Alpha-1 Antitrypsin Deficiency (AATD) is a hereditary disorder that limits the body’s ability to produce a protective protein called alpha-1 antitrypsin (AAT). This condition is rooted in genetic mutations that compromise the normal function or circulation of AAT, leading to low levels in the bloodstream. The resulting protein deficiency leaves certain tissues, primarily the lungs, vulnerable to damage from the body’s own defense mechanisms. AATD requires specialized medical attention to mitigate the progression of organ damage over time.
The Role of Alpha-1 Antitrypsin
The alpha-1 antitrypsin protein is a type of serpin, or serine protease inhibitor, that is primarily synthesized in the liver and then circulated throughout the body. Its main physiological function is to act as an “off switch” for specific destructive enzymes, most notably neutrophil elastase. Neutrophil elastase is a powerful enzyme released by immune cells called neutrophils to break down damaged tissue and fight infection in the lungs.

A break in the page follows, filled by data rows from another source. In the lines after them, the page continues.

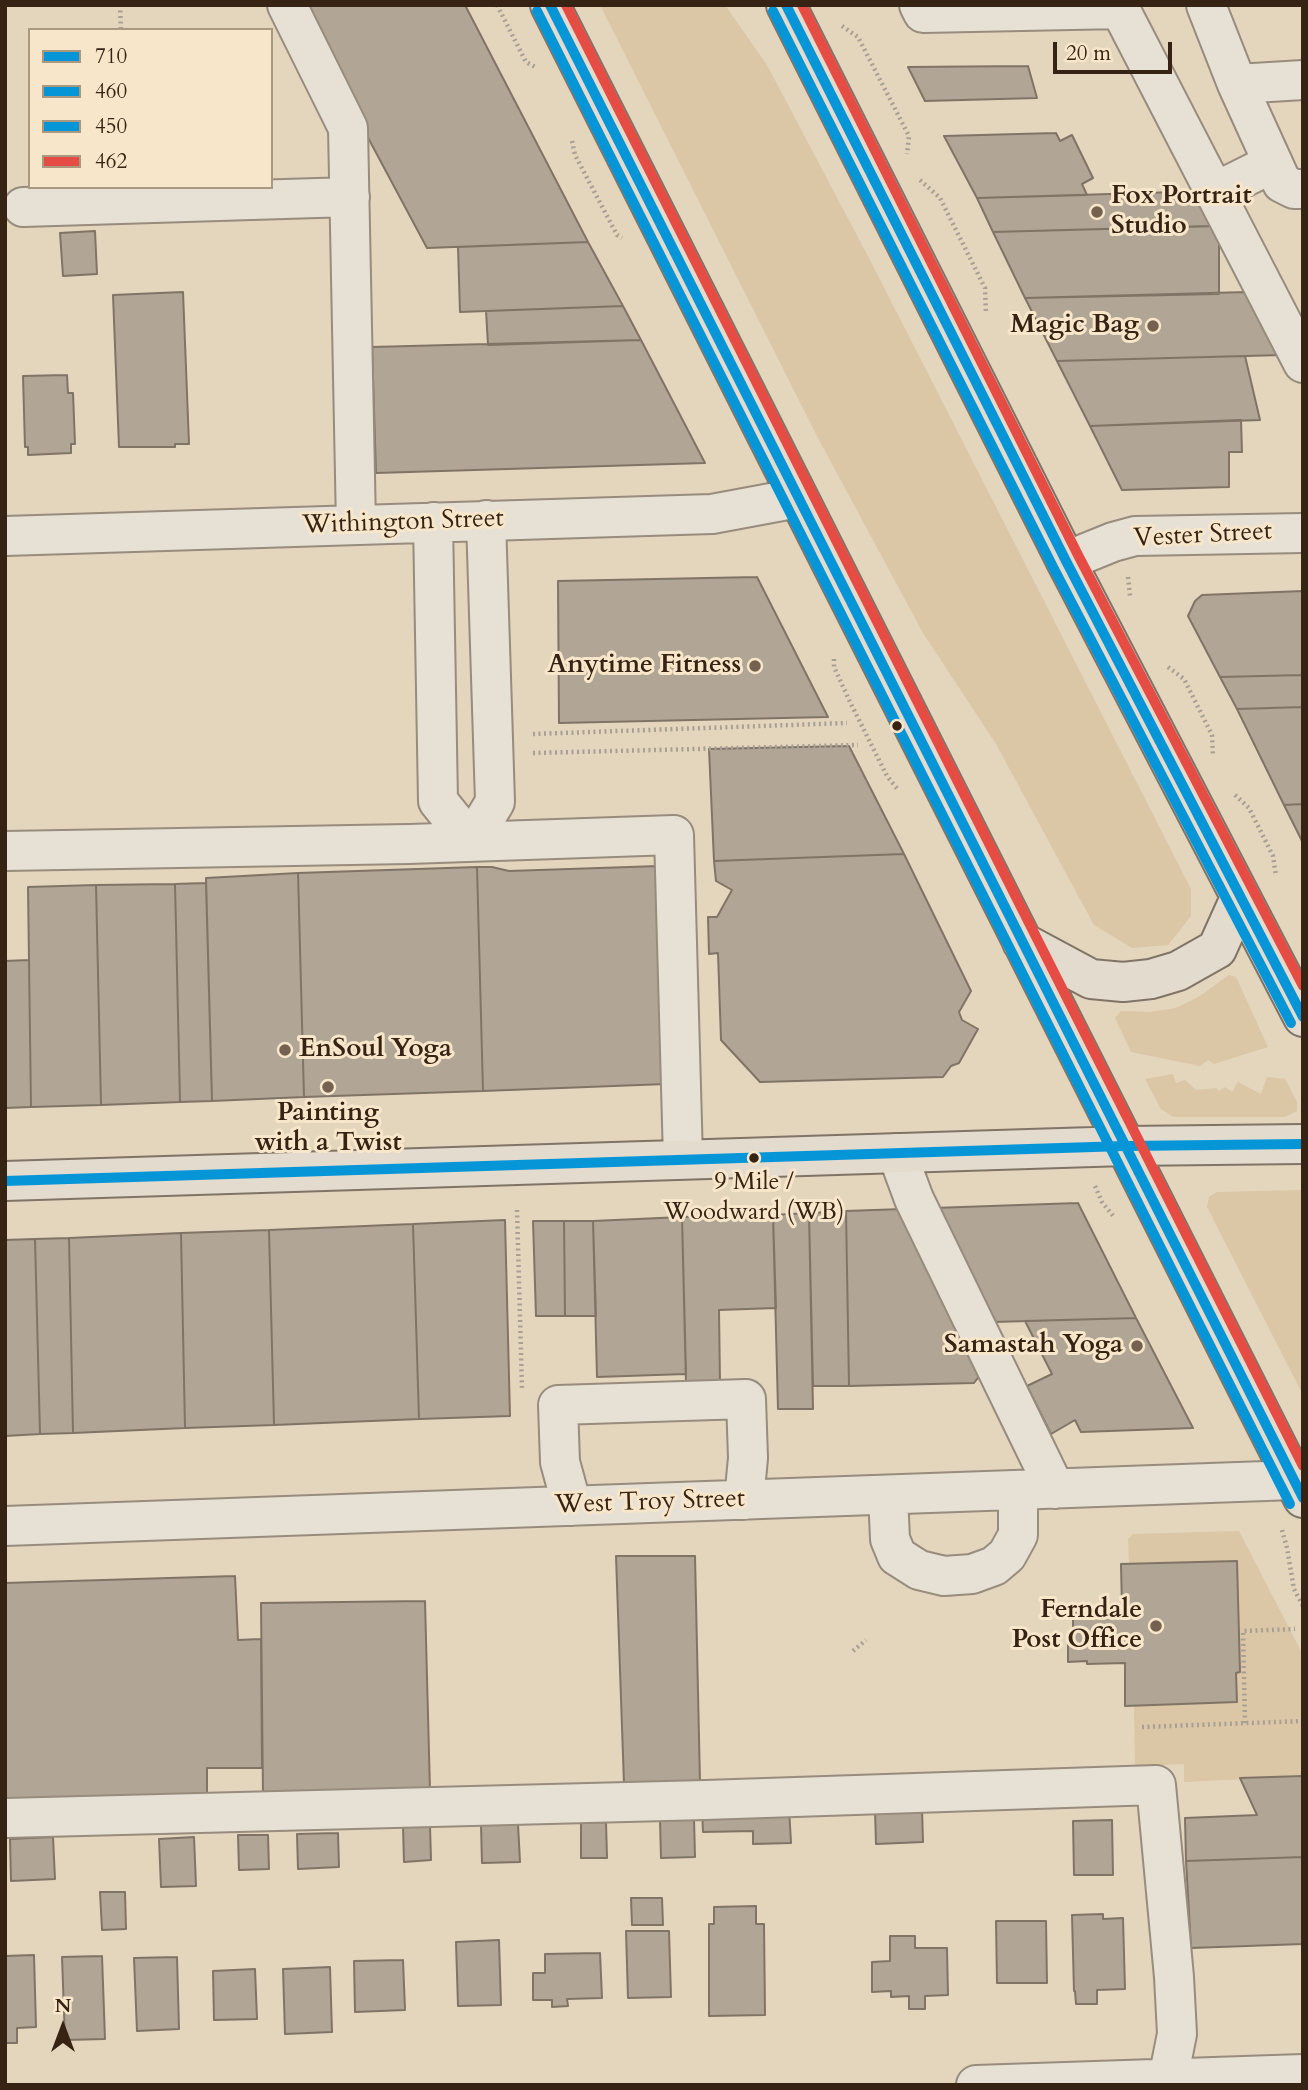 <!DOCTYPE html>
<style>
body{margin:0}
#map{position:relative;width:1308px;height:2090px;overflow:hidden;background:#e4d5bd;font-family:Cardo,serif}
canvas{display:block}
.frame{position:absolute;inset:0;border:7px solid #372314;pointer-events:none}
.legend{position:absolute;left:28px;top:28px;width:245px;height:161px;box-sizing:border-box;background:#f7e6ca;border:2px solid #aa9881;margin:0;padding:9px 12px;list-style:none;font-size:21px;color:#372314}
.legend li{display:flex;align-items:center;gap:14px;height:35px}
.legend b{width:35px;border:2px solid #aa9881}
.north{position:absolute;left:28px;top:1992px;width:70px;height:70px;-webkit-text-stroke:5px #f7e6ca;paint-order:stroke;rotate:0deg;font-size:19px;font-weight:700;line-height:28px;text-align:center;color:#372314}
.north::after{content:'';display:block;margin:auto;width:24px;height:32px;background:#372314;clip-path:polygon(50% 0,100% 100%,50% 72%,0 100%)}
.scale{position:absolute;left:1053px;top:42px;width:119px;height:32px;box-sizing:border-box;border:4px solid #372314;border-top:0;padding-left:9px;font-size:21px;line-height:24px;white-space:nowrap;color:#372314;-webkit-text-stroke:5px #f7e6ca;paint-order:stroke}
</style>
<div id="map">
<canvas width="1308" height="2090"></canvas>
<div class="frame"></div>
<ul class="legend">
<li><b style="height:9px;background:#0696d7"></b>710</li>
<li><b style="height:9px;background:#0696d7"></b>460</li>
<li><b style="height:9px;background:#0696d7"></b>450</li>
<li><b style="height:9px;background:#e54c44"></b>462</li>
</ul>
<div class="north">N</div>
<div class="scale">20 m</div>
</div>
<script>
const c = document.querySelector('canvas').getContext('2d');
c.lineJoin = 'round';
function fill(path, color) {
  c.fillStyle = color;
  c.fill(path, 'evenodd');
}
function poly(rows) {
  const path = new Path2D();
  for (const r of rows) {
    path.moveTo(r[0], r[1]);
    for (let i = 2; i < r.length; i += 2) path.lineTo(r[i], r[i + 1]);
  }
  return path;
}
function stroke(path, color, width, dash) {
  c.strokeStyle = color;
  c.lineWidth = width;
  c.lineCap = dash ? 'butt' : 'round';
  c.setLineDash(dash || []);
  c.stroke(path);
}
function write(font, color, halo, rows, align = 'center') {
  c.font = font + ' Cardo,serif';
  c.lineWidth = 6;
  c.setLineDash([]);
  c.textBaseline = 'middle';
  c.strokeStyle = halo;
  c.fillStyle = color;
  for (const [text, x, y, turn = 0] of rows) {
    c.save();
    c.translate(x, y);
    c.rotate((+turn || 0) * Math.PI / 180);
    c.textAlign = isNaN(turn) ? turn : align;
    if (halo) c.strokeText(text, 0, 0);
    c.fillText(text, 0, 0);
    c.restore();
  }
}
fill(poly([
 [600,5,725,5,767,65,871,262,1191,889,1191,916,1168,945,1132,948,1094,925,996,744,923,633,818,438],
 [1229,975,1236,977,1268,1047,1214,1064,1208,1060,1200,1066,1131,1052,1115,1018,1121,1011,1149,1012,1176,1008,1200,996],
 [1173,1074,1176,1083,1185,1080,1196,1090,1216,1088,1219,1091,1225,1087,1232,1092,1238,1082,1261,1094,1267,1077,1285,1079,1297,1102,1297,1111,1285,1117,1173,1117,1161,1109,1145,1079],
 [1303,1190,1303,1395,1207,1207,1209,1197,1217,1192],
 [1239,1531,1303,1655,1303,1776,1184,1782,1184,1764,1135,1766,1134,1706,1237,1702,1236,1673,1240,1672,1237,1562,1129,1564,1128,1539,1133,1534]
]), '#dbc6a6');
const building = poly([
 [297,5,465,5,588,242,427,248,297,5],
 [1028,66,1037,98,925,101,908,67,1028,66],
 [1056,133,1060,141,1072,135,1093,178,1082,184,1087,195,977,198,944,136,1056,133],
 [1210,191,1210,226,993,232,977,198,1210,191],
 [1219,226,1219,294,1025,298,993,232,1219,226],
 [95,231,97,274,63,276,60,233,95,231],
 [588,242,623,306,460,312,458,247,588,242],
 [183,292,189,444,175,444,175,447,119,447,113,295,183,292],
 [1248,292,1283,355,1057,361,1025,298,1248,292],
 [623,306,641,340,488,345,486,311,623,306],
 [641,340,705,463,376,473,372,347,641,340],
 [1245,356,1260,420,1090,426,1057,361,1245,356],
 [67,375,68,393,73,393,75,444,71,444,71,453,28,455,28,447,25,447,23,376,67,375],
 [1241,420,1242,452,1229,452,1229,487,1122,490,1090,426,1241,420],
 [757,577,828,717,559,723,558,581,757,577],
 [1303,591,1303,675,1220,677,1188,616,1195,601,1202,595,1303,591],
 [1303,675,1303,707,1237,709,1220,677,1303,675],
 [1303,707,1303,804,1284,805,1237,709,1303,707],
 [849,746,904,854,714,861,709,749,849,746],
 [1303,804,1303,843,1284,805,1303,804],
 [904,854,971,991,959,1012,962,1020,978,1029,959,1063,951,1066,943,1077,760,1082,721,1040,718,953,709,954,708,917,717,917,732,890,716,881,714,861,904,854],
 [659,866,666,1084,483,1091,477,867,492,867,509,871,659,866],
 [477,867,483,1091,304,1097,298,873,477,867],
 [298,873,304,1097,212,1101,206,878,298,873],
 [206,883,212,1101,180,1102,175,884,206,883],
 [175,884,180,1102,101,1105,96,885,175,884],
 [96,885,101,1105,31,1107,28,887,96,885],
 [29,960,31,1107,5,1108,5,961,29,960],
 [1078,1203,1136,1318,993,1322,933,1208,1078,1203],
 [903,1209,983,1371,974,1383,849,1386,846,1211,903,1209],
 [846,1211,849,1386,813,1386,809,1213,846,1211],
 [809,1213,813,1409,778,1409,773,1215,809,1213],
 [773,1215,776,1308,719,1310,720,1384,686,1384,682,1217,773,1215],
 [682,1217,686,1374,597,1377,593,1221,682,1217],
 [505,1220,510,1416,419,1419,413,1224,505,1220],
 [533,1221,564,1221,565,1316,536,1316,533,1221],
 [564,1221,593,1221,596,1316,565,1316,564,1221],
 [413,1224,419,1419,274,1425,269,1230,413,1224],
 [269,1230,274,1425,185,1428,181,1233,269,1230],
 [181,1233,185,1428,73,1433,69,1238,181,1233],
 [69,1238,73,1433,40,1434,35,1239,69,1238],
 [35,1239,40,1434,5,1436,5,1240,35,1239],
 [1136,1318,1193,1428,1081,1432,1075,1420,1051,1434,1027,1386,1052,1374,1025,1321,1136,1318],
 [616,1556,695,1556,700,1783,624,1784,616,1556],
 [1237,1561,1240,1672,1236,1673,1237,1702,1125,1706,1125,1663,1087,1664,1087,1661,1068,1662,1068,1638,1073,1638,1073,1613,1085,1613,1086,1608,1122,1608,1121,1564,1237,1561],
 [235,1576,238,1640,261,1639,262,1768,207,1768,207,1793,5,1802,5,1583,235,1576],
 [425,1601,430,1791,263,1796,261,1603,425,1601],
 [1303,1776,1303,1857,1186,1861,1185,1818,1257,1815,1240,1778,1303,1776],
 [789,1808,791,1843,753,1844,753,1831,703,1832,702,1810,789,1808],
 [922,1808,923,1842,876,1844,875,1810,922,1808],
 [694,1819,695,1857,661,1858,660,1820,694,1819],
 [1112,1820,1113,1875,1074,1875,1073,1821,1112,1820],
 [606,1822,607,1858,581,1858,581,1823,606,1822],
 [518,1824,520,1862,482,1863,481,1825,518,1824],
 [430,1826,431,1860,404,1862,403,1827,430,1826],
 [338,1833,339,1867,298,1869,297,1834,338,1833],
 [238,1835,268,1835,269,1869,239,1870,238,1835],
 [53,1837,55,1879,11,1881,10,1839,53,1837],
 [194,1837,196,1886,161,1887,159,1839,194,1837],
 [1303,1857,1303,1944,1191,1948,1186,1861,1303,1857],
 [100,1892,125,1892,126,1929,102,1930,100,1892],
 [631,1898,662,1898,663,1925,632,1925,631,1898],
 [756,1906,756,1924,764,1924,765,2015,709,2016,709,1924,714,1924,714,1907,756,1906],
 [1103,1914,1103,1919,1123,1918,1125,1989,1097,1990,1097,2004,1076,2004,1075,1991,1074,1991,1072,1915,1103,1914],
 [996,1921,1046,1921,1047,1983,997,1983,996,1921],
 [626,1931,669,1931,671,1997,628,1998,626,1931],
 [890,1936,915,1936,915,1948,947,1948,948,1995,925,1996,925,2009,909,2009,909,1996,891,1997,891,1991,872,1992,872,1962,890,1961,890,1936],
 [499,1940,501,2005,458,2006,456,1942,499,1940],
 [600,1953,602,1998,567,1999,568,2006,552,2007,552,2000,533,2000,533,1973,545,1973,545,1954,600,1953],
 [34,1955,36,2027,17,2028,17,2043,5,2043,5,1956,34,1955],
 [102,1956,105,2039,65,2040,62,1957,102,1956],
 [177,1957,179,2029,137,2031,134,1958,177,1957],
 [403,1960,405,2010,355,2012,354,1961,403,1960],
 [330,1967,332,2032,285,2034,283,1969,330,1967],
 [255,1969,257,2019,214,2020,213,1971,255,1969]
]);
fill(building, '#b1a695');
stroke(building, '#7f7466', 2);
const minor = poly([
 [287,5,348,128,356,525],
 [919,5,923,13,1121,9],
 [1118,5,1303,363],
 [1206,5,1237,84,1282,183,1294,189,1303,189],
 [1237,84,1303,80],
 [1215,192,1273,163],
 [23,207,350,197],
 [433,522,438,801,471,842,495,802,486,520],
 [5,536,712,514,798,498],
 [1066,561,1113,542,1135,536,1303,533],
 [5,851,409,844,674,835,683,1159],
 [897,1153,914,1199,1055,1489],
 [888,1495,890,1539,897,1556,919,1570,944,1576,972,1574,994,1566,1007,1555,1018,1535,1018,1491],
 [572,1506,560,1462,558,1405,746,1399,748,1458,744,1500],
 [5,1526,1294,1480],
 [5,1818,705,1800,1156,1785,1174,1977,1177,2034,1168,2079],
 [976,2085,1303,2074]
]);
const major = poly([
 [550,5,1303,1498],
 [786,5,1066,561,1303,1017],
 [1022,942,1091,979,1123,982,1151,979,1178,971,1217,949,1240,898],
 [5,1181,1125,1146,1303,1144]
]);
stroke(minor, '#978c7d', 42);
stroke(major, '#7f7466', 42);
stroke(poly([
 [120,5,121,30],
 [497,5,526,62,537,68],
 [842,26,858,37,909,136,907,154],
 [572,141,575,155,617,235,622,238],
 [920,180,940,198,985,288,986,312],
 [1128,577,1130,596],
 [834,659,834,667,850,702,887,776,899,791],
 [1168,667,1184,679,1212,735,1213,756],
 [533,734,847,723],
 [533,753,858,745],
 [1235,795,1249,808,1273,856,1276,876],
 [1095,1186,1102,1202,1114,1217],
 [517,1210,522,1388],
 [1282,1530,1287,1548,1294,1589,1303,1606],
 [853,1651,866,1640],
 [1245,1723,1243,1631,1295,1629],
 [1142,1727,1303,1721]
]), '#a89f95', 4.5, [2, 3.5]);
stroke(minor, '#e7e0d5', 38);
stroke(major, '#e3dbce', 38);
stroke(poly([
 [5,1181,1125,1146,1303,1144]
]), '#0696d7', 10);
stroke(poly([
 [550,5,1303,1498],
 [786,5,1066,561,1303,1017]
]), '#0696d7', 10);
stroke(poly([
 [537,11,1290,1504],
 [773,11,1053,567,1291,1023]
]), '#0696d7', 10);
stroke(poly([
 [566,5,1303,1466],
 [802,5,1078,555,1303,986]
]), '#e54c44', 10);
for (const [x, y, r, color] of [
 [1097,212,7,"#74614f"],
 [1153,326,7,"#74614f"],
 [755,666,7,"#74614f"],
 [897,726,6,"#372314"],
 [285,1050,7,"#74614f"],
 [328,1087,7,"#74614f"],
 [754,1158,6,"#372314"],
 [1137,1346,7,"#74614f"],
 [1156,1626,7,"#74614f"]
]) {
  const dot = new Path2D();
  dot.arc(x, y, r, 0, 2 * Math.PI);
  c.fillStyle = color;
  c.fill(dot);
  stroke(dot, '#f7e6ca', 2.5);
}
write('24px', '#372314', '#f7e6ca', [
 ["9 Mile /",754,1183],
 ["Woodward (WB)",754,1213]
]);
write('bold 26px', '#372314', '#f7e6ca', [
 ["Fox Portrait",1111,197,"left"],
 ["Studio",1111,227,"left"],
 ["Magic Bag",1139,326],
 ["Anytime Fitness",741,666],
 ["EnSoul Yoga",299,1050,"left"],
 ["Painting",328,1114,"center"],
 ["with a Twist",328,1144,"center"],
 ["Samastah Yoga",1123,1346],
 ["Ferndale",1142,1611],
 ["Post Office",1142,1641]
], 'right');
write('26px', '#372314', '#f7e6ca', [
 ["Withington Street",403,523,-2],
 ["Vester Street",1203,536,-3],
 ["West Troy Street",650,1503,-2]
]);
</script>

Under normal circumstances, AAT travels to the lungs and rapidly neutralizes any excess neutrophil elastase after it has completed its defensive task. This interaction maintains a delicate protease/antiprotease balance within the lung tissue, preventing indiscriminate destruction of the delicate air sacs and connective tissue. When AAT levels are severely low due to deficiency, this critical balance is lost, allowing the elastase to continue its breakdown activity unchecked. This leads directly to the gradual and permanent destruction of the lung’s elastic structures.
How AATD Affects the Body
AATD primarily involves the lungs and the liver, though the mechanism of damage differs between the two organs. In the lungs, the unchecked activity of neutrophil elastase leads to the breakdown of elastin, resulting in emphysema, a form of chronic obstructive pulmonary disease (COPD). This emphysema often presents earlier in life, typically between 30 and 50 years of age, and is characterized by shortness of breath, wheezing, and chronic cough.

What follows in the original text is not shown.